(Records from a data source)
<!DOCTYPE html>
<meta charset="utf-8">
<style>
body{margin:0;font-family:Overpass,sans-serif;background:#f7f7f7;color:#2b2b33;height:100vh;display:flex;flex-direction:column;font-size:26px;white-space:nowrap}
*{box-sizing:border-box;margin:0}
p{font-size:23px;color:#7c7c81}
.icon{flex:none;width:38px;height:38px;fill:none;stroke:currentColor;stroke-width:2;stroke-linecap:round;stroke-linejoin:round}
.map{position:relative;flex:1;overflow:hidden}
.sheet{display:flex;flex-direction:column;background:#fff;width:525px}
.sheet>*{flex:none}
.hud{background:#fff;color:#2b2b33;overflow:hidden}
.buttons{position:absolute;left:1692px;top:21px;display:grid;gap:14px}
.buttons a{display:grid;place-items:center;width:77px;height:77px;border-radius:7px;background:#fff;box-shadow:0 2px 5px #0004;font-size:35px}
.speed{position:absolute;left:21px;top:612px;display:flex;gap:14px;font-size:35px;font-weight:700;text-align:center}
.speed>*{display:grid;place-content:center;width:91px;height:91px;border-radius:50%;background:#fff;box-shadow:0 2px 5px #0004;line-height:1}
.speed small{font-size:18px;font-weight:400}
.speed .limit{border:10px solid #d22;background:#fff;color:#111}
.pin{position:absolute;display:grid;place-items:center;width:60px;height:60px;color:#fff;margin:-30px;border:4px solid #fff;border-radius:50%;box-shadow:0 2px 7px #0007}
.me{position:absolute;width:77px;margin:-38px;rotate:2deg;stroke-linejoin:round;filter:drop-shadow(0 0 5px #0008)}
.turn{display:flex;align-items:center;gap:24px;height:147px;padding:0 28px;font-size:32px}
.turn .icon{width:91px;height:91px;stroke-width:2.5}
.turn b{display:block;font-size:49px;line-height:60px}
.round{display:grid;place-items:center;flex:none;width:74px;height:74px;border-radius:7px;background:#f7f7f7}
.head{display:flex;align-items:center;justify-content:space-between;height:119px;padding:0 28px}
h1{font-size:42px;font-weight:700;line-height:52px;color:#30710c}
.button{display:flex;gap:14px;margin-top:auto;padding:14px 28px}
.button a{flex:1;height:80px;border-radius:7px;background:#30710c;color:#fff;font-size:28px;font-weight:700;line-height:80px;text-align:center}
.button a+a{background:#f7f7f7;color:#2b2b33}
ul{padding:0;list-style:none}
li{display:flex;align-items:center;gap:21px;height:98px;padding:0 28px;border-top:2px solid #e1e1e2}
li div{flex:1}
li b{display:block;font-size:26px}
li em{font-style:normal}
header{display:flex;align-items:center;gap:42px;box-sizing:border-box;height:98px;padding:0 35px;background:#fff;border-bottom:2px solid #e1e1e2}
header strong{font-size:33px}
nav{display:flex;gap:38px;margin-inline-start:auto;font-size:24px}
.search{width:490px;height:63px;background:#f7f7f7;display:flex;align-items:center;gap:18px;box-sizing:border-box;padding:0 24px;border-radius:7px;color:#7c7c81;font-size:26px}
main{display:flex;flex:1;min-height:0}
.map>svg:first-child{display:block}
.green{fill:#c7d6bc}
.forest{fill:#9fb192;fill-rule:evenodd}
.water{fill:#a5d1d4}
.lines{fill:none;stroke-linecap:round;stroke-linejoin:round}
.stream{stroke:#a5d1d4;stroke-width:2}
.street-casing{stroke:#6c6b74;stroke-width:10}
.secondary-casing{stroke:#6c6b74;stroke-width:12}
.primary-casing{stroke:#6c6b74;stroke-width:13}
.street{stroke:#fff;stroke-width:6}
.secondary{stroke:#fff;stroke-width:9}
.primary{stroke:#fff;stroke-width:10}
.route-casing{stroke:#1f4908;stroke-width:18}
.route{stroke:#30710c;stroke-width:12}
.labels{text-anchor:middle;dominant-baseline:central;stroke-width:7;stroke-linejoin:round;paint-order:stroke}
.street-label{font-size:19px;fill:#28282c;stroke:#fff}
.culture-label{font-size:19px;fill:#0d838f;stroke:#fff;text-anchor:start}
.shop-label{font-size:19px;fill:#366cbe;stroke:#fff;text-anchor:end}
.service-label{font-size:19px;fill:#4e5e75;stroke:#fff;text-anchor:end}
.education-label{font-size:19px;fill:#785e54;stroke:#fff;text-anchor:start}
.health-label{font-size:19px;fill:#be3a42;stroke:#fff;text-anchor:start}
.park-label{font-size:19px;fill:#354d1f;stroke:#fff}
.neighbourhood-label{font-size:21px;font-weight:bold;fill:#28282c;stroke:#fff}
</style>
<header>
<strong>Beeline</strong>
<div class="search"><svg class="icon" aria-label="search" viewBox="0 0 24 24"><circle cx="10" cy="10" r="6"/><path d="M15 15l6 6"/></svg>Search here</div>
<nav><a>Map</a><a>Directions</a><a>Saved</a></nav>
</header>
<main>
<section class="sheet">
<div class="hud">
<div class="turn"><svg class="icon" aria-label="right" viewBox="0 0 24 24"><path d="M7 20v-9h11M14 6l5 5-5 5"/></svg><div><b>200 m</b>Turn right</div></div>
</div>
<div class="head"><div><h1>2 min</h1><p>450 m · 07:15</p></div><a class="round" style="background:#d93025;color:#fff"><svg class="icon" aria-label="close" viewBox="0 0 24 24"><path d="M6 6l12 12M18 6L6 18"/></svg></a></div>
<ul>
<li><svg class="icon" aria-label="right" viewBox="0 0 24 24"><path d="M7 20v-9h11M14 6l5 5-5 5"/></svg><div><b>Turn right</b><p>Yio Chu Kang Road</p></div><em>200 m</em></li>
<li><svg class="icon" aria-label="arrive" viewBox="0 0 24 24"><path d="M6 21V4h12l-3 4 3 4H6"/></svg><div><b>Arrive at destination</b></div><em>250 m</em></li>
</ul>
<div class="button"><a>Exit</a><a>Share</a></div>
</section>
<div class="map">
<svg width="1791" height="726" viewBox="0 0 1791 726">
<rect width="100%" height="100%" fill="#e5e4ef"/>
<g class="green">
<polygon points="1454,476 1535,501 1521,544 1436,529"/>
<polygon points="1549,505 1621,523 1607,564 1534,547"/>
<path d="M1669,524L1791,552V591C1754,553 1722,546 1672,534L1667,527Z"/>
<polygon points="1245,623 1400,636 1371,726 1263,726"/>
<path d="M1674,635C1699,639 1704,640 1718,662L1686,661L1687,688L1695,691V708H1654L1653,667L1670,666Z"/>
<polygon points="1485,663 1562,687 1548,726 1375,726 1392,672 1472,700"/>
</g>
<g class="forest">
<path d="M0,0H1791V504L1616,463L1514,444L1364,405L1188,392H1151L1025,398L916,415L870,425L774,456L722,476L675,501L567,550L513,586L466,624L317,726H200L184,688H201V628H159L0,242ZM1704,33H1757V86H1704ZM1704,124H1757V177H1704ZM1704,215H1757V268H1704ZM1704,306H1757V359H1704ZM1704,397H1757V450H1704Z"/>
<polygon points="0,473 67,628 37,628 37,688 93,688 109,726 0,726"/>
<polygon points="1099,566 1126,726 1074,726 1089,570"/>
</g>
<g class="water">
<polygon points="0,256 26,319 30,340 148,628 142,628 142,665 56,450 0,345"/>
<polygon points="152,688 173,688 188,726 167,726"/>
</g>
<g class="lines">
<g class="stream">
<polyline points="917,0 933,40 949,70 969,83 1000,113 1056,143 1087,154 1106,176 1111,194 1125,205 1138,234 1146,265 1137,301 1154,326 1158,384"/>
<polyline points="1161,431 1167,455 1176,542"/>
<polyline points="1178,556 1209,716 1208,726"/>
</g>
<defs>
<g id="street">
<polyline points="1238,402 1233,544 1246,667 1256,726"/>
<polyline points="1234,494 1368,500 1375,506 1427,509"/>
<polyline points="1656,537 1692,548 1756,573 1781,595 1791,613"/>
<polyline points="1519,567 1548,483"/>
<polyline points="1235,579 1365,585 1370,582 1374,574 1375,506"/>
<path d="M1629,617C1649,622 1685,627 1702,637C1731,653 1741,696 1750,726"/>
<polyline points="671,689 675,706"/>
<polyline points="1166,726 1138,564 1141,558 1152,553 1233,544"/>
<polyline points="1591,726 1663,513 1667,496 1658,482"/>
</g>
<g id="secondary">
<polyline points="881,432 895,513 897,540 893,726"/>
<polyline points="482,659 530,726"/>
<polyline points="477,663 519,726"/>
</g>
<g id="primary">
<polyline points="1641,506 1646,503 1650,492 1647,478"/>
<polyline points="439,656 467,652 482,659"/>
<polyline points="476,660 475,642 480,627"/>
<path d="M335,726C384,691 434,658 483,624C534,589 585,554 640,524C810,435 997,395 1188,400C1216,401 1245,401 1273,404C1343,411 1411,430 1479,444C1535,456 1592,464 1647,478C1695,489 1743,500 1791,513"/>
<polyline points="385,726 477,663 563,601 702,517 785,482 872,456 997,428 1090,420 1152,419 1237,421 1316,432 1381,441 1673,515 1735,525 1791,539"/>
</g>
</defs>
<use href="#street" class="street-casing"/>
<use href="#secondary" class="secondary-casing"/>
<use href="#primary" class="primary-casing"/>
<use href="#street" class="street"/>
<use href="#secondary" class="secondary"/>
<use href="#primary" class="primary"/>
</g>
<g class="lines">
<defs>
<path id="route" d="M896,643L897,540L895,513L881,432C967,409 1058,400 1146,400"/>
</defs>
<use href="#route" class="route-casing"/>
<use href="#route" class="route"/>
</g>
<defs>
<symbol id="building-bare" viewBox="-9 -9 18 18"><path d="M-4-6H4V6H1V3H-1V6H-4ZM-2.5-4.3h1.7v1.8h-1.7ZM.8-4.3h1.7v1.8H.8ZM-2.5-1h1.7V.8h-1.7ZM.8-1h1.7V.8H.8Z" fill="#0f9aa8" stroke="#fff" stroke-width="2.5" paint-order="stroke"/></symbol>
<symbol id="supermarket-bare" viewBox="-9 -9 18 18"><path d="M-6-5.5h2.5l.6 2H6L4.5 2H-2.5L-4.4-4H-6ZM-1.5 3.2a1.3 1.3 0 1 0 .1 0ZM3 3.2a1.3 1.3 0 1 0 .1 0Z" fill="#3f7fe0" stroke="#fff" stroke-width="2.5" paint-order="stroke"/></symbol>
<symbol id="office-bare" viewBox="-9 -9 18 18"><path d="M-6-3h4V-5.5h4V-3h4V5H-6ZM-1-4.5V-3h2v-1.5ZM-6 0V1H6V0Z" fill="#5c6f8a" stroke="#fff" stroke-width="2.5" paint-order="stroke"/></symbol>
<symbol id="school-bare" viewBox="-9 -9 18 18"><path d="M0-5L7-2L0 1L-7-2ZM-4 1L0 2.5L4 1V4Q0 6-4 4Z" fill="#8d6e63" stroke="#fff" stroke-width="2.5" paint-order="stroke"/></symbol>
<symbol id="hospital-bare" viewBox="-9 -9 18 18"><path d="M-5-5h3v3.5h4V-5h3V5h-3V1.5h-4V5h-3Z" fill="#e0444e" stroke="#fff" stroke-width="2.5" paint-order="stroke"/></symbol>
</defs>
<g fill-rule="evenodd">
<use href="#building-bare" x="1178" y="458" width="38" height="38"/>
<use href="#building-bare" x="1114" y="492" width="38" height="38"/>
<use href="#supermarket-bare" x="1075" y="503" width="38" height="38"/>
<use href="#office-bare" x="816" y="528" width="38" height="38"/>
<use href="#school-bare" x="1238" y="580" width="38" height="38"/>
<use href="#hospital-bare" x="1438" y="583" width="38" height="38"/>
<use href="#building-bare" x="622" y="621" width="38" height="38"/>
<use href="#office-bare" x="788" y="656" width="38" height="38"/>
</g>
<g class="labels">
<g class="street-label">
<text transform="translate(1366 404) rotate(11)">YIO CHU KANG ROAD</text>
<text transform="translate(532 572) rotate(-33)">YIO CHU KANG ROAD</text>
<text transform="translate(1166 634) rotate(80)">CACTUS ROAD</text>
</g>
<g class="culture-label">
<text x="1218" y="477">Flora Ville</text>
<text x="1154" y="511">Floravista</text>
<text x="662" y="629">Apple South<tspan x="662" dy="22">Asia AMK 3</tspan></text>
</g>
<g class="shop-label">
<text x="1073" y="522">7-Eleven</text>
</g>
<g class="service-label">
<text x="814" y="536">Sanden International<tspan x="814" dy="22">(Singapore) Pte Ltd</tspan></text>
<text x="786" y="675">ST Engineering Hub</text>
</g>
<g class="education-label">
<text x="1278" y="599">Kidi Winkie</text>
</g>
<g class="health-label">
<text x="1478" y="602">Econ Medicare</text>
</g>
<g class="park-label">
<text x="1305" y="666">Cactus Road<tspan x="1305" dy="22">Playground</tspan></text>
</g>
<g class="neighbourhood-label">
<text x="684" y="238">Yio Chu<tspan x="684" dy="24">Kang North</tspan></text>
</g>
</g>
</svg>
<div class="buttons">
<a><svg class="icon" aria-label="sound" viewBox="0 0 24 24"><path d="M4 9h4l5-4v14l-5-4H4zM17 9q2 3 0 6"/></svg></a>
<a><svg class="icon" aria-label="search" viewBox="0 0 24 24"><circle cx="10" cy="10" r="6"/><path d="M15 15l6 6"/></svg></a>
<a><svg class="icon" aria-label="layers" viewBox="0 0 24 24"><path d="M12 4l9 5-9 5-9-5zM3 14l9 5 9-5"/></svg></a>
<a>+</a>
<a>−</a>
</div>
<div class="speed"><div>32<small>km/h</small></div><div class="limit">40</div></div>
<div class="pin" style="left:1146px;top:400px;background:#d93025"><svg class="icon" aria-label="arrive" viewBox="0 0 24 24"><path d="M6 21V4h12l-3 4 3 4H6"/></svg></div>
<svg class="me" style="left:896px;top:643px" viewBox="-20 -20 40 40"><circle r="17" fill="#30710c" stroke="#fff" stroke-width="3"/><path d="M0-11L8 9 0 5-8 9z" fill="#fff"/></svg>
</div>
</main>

**Required work:** Please show each line in the records above that contains "solid".

**Exercise output:**
.speed .limit{border:10px solid #d22;background:#fff;color:#111}
.pin{position:absolute;display:grid;place-items:center;width:60px;height:60px;color:#fff;margin:-30px;border:4px solid #fff;border-radius:50%;box-shadow:0 2px 7px #0007}
li{display:flex;align-items:center;gap:21px;height:98px;padding:0 28px;border-top:2px solid #e1e1e2}
header{display:flex;align-items:center;gap:42px;box-sizing:border-box;height:98px;padding:0 35px;background:#fff;border-bottom:2px solid #e1e1e2}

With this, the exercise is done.